Offensive Rating (ORtg): Similar to Adjusted game score, but this looks at how many points per possession a player would score if they were averaged over 100 possessions.
Usage%: This “estimates the % of team possessions a player consumes while on the floor” (via sports-reference.com/cbb). The usage of those possessions is determined via a formula using field goal and free throw attempts, offensive rebounds, assists and turnovers. The higher the number, the more prevalent a player is (good or bad) in a team’s offensive outcome.
Floor%: Via sports-reference.com/cbb: Floor % answers the question, “When a Player uses a possession, what is the probability that his team scores at least 1 point?”. The higher the Floor%, the more frequently the team probably scores when the given player is involved.
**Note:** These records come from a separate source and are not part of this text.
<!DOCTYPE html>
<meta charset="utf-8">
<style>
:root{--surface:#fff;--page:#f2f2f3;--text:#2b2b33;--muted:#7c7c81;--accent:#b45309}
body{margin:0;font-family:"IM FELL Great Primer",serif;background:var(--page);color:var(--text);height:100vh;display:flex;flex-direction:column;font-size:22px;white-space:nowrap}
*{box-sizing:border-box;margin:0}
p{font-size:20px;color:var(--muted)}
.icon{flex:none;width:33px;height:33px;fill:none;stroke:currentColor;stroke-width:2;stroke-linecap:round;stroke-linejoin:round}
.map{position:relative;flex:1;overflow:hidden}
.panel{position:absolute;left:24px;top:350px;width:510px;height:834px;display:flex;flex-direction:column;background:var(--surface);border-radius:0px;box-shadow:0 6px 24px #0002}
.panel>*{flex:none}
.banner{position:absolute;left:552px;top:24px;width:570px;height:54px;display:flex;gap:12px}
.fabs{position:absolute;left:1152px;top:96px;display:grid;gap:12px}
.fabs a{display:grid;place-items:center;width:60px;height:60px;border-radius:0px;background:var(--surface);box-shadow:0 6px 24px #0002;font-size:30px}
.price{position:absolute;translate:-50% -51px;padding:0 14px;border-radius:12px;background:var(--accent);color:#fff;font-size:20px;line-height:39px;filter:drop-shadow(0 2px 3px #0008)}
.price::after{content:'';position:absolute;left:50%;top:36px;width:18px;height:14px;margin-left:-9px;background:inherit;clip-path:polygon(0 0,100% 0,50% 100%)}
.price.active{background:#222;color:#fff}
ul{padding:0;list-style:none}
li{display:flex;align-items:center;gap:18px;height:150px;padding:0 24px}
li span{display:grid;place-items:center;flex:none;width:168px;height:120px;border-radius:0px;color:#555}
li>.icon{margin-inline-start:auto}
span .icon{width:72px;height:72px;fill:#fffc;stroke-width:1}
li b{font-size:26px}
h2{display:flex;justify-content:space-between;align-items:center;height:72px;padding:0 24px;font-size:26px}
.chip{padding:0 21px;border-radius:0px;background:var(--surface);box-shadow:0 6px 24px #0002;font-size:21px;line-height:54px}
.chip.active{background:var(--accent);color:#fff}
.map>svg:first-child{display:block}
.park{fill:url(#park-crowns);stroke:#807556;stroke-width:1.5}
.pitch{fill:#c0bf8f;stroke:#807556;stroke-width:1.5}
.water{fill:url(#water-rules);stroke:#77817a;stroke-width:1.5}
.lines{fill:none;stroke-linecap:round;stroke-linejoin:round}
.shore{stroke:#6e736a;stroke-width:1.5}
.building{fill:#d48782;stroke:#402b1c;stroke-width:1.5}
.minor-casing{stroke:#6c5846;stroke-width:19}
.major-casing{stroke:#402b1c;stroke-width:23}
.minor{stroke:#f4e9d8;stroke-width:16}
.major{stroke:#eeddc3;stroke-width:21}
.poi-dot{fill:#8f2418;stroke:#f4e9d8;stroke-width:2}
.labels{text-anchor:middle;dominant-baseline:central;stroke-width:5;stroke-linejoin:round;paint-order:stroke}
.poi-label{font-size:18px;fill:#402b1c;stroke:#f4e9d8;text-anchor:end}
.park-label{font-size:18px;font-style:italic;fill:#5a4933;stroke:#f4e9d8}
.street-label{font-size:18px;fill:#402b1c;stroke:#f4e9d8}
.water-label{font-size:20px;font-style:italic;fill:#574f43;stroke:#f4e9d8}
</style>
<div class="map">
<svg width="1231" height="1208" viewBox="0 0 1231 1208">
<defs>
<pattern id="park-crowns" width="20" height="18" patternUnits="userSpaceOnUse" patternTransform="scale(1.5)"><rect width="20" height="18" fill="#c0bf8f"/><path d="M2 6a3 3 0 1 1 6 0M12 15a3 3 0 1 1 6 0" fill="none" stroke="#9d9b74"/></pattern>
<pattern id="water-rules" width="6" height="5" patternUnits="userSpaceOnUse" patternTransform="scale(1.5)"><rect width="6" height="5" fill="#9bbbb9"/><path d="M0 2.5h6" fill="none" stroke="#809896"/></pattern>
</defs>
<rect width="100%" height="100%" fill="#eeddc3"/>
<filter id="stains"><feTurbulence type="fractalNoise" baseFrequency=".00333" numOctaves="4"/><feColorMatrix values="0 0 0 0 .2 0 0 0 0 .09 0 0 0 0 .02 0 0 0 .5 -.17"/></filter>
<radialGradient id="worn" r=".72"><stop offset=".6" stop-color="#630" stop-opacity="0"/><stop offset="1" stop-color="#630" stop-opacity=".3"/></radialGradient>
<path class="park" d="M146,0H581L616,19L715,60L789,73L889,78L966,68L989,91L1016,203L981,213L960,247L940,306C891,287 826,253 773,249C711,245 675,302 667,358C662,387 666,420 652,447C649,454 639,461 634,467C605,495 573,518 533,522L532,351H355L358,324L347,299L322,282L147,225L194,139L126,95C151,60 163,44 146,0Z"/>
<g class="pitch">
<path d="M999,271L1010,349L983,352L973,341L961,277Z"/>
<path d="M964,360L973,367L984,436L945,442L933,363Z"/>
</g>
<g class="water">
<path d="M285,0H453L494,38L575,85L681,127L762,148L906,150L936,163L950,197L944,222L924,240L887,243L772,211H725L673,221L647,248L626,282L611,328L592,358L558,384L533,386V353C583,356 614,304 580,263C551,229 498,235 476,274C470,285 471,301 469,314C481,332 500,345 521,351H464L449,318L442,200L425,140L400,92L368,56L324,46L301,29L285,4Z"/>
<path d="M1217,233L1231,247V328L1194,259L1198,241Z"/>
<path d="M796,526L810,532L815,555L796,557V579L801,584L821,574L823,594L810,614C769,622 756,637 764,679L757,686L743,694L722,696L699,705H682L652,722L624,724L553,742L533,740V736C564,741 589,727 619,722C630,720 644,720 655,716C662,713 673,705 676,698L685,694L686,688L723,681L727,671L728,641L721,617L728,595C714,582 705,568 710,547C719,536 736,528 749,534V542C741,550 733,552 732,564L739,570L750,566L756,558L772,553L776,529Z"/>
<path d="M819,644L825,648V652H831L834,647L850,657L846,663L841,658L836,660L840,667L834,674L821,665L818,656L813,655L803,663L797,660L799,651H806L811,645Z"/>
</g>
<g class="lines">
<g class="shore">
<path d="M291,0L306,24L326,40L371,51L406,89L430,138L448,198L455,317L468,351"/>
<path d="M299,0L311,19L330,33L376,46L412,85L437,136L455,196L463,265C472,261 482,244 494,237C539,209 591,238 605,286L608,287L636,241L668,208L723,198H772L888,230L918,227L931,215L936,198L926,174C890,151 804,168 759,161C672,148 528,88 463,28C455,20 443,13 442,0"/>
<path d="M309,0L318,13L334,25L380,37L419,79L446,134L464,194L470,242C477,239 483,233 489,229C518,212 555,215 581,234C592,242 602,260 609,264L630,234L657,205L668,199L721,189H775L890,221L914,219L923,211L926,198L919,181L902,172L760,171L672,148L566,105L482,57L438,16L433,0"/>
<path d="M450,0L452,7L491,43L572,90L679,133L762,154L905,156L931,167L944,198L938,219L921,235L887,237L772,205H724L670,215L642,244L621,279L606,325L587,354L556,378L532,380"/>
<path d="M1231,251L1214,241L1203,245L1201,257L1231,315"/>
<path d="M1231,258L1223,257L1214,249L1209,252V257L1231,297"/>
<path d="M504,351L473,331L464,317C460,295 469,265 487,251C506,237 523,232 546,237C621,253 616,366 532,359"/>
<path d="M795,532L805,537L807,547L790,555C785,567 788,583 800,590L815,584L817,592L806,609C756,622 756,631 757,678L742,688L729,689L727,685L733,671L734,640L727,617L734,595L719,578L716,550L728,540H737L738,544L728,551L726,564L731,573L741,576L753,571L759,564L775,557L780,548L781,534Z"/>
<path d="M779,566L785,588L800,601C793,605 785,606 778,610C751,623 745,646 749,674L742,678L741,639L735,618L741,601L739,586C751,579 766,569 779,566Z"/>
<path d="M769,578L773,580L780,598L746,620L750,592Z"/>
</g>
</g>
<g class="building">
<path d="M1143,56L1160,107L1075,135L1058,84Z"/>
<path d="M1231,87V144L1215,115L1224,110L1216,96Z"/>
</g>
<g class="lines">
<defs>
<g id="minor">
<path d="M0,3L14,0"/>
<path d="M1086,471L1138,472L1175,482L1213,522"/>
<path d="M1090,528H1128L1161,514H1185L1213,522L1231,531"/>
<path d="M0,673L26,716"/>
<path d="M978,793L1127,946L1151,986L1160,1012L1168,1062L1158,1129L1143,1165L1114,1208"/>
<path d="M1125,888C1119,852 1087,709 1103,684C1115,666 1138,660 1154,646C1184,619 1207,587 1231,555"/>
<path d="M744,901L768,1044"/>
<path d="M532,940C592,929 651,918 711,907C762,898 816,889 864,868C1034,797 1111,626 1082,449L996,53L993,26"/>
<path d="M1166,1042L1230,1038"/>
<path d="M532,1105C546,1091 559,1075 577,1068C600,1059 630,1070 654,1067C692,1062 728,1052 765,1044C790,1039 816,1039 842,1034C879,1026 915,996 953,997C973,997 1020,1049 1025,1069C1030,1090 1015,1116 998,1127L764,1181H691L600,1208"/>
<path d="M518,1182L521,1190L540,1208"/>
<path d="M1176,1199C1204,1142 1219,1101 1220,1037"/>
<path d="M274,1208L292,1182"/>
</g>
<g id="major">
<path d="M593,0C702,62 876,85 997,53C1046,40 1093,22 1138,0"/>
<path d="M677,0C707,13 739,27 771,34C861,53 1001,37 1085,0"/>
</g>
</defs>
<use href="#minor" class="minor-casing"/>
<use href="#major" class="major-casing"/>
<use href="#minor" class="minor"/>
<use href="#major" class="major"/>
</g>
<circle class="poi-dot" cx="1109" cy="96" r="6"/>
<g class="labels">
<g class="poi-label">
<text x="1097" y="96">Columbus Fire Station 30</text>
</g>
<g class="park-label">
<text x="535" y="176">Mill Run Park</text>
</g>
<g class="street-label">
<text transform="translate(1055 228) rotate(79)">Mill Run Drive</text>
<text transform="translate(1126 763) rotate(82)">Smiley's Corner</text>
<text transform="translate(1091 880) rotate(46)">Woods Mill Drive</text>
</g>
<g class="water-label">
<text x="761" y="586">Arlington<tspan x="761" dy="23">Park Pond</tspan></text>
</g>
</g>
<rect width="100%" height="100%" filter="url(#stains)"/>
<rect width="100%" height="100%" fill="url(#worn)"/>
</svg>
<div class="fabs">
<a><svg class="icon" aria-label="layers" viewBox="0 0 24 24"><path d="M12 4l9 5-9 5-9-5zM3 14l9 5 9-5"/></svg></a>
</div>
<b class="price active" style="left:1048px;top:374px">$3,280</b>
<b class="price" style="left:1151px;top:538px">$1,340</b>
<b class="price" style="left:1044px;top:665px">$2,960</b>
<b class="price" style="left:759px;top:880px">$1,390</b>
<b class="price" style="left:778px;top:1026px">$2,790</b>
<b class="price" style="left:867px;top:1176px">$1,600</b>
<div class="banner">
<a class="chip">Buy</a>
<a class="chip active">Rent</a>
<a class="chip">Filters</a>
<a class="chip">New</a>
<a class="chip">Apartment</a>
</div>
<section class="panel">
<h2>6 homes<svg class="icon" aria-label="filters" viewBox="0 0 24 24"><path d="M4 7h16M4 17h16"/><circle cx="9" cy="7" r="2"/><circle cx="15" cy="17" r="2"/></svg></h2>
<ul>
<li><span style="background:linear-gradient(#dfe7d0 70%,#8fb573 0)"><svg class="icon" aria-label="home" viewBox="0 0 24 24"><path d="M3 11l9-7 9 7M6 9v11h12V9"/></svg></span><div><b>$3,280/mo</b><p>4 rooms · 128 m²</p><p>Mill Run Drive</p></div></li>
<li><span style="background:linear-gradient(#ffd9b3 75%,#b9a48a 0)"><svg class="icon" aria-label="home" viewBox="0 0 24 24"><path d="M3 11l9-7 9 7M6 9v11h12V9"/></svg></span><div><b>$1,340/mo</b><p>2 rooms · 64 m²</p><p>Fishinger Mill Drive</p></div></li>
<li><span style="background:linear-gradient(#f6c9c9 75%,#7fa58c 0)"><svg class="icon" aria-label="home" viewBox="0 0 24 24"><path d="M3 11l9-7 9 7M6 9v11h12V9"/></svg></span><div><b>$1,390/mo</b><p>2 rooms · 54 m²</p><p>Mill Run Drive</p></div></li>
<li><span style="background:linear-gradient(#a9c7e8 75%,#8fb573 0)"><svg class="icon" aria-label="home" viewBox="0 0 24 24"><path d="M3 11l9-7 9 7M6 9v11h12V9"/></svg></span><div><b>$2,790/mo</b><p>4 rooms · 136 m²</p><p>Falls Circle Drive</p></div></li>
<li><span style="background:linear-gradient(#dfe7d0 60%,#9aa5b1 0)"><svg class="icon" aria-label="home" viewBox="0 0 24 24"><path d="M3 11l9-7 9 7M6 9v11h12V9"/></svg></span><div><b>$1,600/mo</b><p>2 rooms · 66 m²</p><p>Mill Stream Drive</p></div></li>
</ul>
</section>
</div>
Touches/Possession: Using field goal attempts, free throw attempts, assists and turnovers, touches attempt to estimate, “the number of times a player touched the ball in an attacking position on the floor.” Take the estimated touches and divide it by the estimated number of possessions for which a player was on the court, and you get a rough idea of how many times a player touched the ball in a given possession. For point guards, you’ll see the number in the 3-4 range. For shooting guards and wings, 2-3. For an offensively limited center, 1.30. You get the idea.
Anyway, using the Touches figure, we can estimate the percentage of time a player “in an attacking position” passes, shoots, turns the ball over, or gets fouled.